J’entends des bruits de draps repoussés, puis Hermione qui s’approche pour se faufiler dans mon lit avec moi. Elle retire les rideaux derrière elle, nous protégeant des oreilles indiscrètes de Lavande et Parvati.
— Tu crois qu’on va y arriver ?
Elle parle du Polynectar. Je comprends son inquiétude, je la partage même. En lisant la liste des ingrédients et les consignes, j’ai moi aussi beaucoup hésité. Mais avons-nous vraiment le choix ? Nous devons trouver l’héritier de Serpentard, c’est hors de question que les enfants de moldus soient renvoyés.

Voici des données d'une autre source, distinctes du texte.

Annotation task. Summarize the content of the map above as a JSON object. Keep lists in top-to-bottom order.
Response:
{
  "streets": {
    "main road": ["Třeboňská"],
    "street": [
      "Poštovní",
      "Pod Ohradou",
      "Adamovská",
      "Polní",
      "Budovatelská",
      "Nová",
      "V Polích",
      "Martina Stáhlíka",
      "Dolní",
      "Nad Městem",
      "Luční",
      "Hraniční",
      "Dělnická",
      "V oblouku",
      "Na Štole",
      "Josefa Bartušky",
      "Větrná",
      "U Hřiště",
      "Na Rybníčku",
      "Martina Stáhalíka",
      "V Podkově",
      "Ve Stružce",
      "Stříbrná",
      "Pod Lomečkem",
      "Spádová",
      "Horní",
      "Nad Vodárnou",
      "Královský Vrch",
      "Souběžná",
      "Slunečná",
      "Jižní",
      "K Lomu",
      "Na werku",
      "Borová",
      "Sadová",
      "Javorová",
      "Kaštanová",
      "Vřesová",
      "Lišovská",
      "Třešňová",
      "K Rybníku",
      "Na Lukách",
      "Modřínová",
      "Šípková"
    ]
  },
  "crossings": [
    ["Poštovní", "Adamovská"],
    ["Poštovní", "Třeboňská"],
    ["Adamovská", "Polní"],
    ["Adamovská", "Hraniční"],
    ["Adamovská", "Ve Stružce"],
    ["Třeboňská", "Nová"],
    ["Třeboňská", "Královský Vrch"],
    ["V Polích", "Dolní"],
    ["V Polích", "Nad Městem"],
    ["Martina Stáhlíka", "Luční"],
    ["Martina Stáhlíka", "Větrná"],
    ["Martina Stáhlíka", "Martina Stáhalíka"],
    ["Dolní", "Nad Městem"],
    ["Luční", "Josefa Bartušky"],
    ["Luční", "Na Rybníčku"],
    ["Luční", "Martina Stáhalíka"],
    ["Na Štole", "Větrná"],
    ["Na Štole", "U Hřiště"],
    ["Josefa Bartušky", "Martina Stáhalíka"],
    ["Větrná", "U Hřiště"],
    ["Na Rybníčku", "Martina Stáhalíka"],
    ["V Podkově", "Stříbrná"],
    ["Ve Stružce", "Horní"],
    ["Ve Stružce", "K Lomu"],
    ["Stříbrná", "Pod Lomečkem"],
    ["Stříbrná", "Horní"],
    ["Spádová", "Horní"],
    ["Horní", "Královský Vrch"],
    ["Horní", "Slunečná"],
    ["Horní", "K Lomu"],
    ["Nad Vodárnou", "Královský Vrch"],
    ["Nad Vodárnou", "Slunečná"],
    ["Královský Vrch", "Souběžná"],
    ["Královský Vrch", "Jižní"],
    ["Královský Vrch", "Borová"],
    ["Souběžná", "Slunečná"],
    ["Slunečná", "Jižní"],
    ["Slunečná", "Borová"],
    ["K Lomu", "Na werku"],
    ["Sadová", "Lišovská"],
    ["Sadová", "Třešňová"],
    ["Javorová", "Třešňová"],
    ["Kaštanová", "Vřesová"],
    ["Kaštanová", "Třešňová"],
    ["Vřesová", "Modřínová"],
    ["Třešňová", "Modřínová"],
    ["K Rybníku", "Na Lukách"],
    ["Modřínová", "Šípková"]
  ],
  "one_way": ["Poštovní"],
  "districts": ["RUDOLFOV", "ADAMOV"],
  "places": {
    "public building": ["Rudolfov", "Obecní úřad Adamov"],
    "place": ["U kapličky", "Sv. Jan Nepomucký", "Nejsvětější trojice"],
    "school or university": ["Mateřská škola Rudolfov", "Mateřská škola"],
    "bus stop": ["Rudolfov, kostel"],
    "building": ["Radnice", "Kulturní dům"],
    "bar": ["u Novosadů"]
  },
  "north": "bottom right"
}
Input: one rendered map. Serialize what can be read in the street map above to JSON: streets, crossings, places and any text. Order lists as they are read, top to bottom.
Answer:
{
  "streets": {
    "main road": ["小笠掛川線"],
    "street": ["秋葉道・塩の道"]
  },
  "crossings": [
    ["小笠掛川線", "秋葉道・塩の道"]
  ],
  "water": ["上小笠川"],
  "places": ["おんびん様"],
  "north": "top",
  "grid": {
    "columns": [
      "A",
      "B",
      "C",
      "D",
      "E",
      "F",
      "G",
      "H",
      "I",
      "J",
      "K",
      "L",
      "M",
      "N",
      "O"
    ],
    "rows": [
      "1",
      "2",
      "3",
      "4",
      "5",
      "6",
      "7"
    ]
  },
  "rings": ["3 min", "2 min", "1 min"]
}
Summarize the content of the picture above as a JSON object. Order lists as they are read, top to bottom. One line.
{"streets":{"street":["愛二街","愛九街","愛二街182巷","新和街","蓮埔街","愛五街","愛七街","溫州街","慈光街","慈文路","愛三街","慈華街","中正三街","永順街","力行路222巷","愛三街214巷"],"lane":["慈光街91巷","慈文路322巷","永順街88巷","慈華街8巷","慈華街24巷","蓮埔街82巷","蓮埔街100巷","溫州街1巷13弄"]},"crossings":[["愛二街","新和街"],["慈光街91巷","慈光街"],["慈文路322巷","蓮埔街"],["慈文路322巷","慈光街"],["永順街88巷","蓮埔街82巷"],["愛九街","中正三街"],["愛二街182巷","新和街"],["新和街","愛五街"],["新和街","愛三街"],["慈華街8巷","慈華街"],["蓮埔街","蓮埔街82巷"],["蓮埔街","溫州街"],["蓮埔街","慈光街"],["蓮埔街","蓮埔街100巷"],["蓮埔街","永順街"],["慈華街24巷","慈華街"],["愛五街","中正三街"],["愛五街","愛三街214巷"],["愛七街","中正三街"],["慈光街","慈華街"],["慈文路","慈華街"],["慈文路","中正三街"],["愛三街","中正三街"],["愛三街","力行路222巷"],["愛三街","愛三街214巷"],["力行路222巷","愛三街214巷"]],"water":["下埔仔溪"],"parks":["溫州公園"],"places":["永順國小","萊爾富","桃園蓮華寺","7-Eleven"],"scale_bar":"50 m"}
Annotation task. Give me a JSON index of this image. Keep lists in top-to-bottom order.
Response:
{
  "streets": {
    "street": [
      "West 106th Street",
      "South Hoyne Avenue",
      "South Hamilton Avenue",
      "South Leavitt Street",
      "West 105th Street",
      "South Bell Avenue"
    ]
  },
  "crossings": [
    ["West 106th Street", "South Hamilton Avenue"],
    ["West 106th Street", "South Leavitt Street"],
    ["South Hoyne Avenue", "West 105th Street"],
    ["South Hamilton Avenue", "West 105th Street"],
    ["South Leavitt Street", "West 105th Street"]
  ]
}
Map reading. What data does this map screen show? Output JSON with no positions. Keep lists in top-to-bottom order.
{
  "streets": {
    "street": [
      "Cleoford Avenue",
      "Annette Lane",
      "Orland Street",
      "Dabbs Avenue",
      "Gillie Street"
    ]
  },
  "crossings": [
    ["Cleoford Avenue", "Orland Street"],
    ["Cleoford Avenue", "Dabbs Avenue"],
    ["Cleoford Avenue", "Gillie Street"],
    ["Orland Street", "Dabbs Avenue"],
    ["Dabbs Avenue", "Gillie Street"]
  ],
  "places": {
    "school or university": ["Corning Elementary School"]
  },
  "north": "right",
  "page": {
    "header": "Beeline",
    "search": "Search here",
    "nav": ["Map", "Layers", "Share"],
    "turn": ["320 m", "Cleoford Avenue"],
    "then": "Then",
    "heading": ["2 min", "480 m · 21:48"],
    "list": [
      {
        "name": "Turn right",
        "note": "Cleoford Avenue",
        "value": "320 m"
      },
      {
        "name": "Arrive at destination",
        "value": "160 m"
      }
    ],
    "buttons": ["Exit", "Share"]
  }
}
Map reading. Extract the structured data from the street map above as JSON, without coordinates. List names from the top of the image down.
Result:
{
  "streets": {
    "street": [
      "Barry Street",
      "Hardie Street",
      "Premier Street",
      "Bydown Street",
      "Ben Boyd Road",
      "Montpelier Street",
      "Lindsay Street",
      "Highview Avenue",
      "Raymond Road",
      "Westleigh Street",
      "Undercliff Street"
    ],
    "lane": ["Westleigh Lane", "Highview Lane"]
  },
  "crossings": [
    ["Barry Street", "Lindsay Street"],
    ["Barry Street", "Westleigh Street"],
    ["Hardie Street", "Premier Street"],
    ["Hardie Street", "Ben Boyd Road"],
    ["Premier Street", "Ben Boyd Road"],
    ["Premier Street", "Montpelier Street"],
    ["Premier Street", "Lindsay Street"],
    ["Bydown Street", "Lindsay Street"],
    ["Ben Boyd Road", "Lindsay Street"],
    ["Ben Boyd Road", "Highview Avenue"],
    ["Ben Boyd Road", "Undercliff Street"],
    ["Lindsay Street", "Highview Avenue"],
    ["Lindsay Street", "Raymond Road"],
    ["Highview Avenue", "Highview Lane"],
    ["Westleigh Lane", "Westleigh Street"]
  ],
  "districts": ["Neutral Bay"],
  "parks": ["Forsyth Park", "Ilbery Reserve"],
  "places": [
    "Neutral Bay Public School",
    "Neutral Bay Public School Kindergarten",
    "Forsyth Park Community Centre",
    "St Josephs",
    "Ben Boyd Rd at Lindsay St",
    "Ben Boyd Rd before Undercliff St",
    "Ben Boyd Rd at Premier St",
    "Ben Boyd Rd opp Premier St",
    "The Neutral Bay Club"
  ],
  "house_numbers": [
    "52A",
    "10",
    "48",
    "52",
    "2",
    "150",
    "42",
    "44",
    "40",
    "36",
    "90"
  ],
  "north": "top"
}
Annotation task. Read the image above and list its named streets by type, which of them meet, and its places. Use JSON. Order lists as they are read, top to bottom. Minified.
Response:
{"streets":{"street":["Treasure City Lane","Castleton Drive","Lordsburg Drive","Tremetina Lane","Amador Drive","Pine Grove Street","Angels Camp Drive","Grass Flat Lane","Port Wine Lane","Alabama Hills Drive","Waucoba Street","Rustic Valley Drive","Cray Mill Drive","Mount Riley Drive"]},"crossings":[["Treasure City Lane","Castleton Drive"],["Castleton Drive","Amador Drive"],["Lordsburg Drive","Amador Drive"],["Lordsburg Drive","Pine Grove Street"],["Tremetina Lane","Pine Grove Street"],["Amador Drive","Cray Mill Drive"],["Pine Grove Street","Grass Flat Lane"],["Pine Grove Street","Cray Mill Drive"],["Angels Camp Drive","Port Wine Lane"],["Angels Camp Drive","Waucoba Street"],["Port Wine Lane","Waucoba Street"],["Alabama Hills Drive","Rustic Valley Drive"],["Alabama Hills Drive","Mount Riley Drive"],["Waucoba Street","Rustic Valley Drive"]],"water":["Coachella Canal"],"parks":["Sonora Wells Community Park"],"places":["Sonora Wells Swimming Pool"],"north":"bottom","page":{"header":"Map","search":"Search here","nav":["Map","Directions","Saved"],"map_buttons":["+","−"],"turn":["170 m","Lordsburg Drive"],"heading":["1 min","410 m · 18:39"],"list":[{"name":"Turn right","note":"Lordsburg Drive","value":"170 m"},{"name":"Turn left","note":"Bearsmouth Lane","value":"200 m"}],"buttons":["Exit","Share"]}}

— Tu veux dire si on va réussir à faire cette potion sans nous changer en crapaud pour le restant de nos jours ?
— Arrête c’est pas drôle…
Malgré elle, un sourire fend son visage.
— On va y arriver, affirmés-je confiante. On va s’en tenir au protocole, si on le suit à la lettre tout ira bien.
Elle hoche la tête, son inquiétude n’est pas entièrement partie, ce n’est pas grave.
— « Le doute est une force. Une vraie et belle force. Veille simplement qu’elle te pousse toujours en avant. »
— Mmmh, c’est vrai.
Mon père me disait ça. Je ne pensais pas la redire le jour où je m’apprête à enfreindre je-ne-sais-combien de règles pour faire une potion hautement dangereuse.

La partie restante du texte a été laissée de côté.